We will spare no effort to free our fellow men, women and children from the abject and dehumanizing conditions of extreme poverty, to which more than a billion of them are currently subjected. We are committed to making the right to development a reality for everyone and to freeing the entire human race from want.
United Nations Millennium Declaration, September 2000
At the United Nations Millennium Summit in 2000, world leaders endorsed a long list of goals to promote peace and global development. The list included calls to halve the number of people living in extreme poverty by the year 2015 and to encourage the world’s wealthiest countries to increase development assistance to mobilize the resources needed to achieve the goals. These prescriptions were not revolutionary. As early as the 1970s, the World Bank had begun to emphasize the centrality of poverty alleviation as an international development policy goal (Finnemore 1996), while the UN proposed that industrialized donor states should allocate 0.7 percent of their national income toward development assistance. In spite of shared rhetorical commitments to tackling poverty worldwide, however, donors have varied considerably in their use of aid as an instrument for global poverty reduction. This book explains these varied donor priorities by examining how societal actors, governmental actors, and the institutions that regulate their interactions influence development aid policy. In so doing, it offers a theoretical framework for understanding foreign aid choices that places domestic politics and the development policymaking process at the center of the analysis. It challenges explanations for donor generosity identifying humanitarian values, partisan politics, and welfare state institutions as the most important determinants of donor giving patterns and explains how the preferences of a diverse set of actors are amalgamated in the domestic political arena to shape national preferences for international redistribution via foreign aid.

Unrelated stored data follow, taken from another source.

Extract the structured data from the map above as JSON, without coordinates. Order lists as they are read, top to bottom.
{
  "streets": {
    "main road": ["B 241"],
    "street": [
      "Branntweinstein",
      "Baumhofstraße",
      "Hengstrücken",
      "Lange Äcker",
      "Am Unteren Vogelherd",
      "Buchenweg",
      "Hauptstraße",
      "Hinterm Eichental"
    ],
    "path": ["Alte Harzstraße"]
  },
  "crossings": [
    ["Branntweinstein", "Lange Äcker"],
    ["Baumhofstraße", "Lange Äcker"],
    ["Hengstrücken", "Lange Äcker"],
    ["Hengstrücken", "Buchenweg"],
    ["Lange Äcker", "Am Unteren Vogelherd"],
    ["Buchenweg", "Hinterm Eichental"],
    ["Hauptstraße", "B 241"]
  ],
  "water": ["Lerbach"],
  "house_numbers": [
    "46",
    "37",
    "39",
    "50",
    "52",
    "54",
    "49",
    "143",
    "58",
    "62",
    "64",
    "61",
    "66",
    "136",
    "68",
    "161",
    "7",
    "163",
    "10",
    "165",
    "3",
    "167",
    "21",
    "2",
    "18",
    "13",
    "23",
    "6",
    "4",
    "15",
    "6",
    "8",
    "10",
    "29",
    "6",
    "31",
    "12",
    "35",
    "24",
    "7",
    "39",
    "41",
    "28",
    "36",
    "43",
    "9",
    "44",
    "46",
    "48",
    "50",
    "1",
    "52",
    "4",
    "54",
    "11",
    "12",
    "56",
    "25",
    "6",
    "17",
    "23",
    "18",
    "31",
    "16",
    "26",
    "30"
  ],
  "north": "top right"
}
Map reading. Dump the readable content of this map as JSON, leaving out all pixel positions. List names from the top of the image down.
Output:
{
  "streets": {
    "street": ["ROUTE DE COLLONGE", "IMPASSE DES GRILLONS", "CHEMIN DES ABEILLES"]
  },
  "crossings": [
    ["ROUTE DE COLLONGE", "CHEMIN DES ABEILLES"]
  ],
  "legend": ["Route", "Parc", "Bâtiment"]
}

The characteristics of foreign aid

Ever since it emerged as a policy instrument in the aftermath of the Second World War, foreign aid has been both heralded as an instrument for promoting economic development and improving living conditions in poor countries and criticized as an ineffective means for achieving development goals. For aid proponents, inter-governmental resource transfers can provide a needed capital injection into economies unable to accumulate capital through domestic savings or private international investment, or help to directly address the basic needs of vulnerable populations in developing countries. Aid skeptics argue in contrast that aid may actually hinder development efforts by, among other things, creating unintended incentives for developing country leaders to delay political and economic reforms.1 The immense development challenges that large segments of the world’s population continue to face lead aid advocates to continue to call for aid increases, while persisting development challenges reinforce the perception of aid skeptics that decades of aid provision have failed to deliver development results. Although the 2005 Human Development Report reported global progress in limiting impoverishment and expanding access to education and health care, the report also painted a somber image of the limited opportunities available to many of the world’s inhabitants. One-fifth of the world’s population (around 1.2 billion people) lived on less than a dollar a day, one billion people lacked access to clean water, and 800 million people lacked basic literacy skills (UNDP 2006). Notwithstanding its continually debated utility, foreign aid remains one of the main policy instruments that industrialized countries can use to redistribute wealth to the world’s poor and potentially alleviate poverty.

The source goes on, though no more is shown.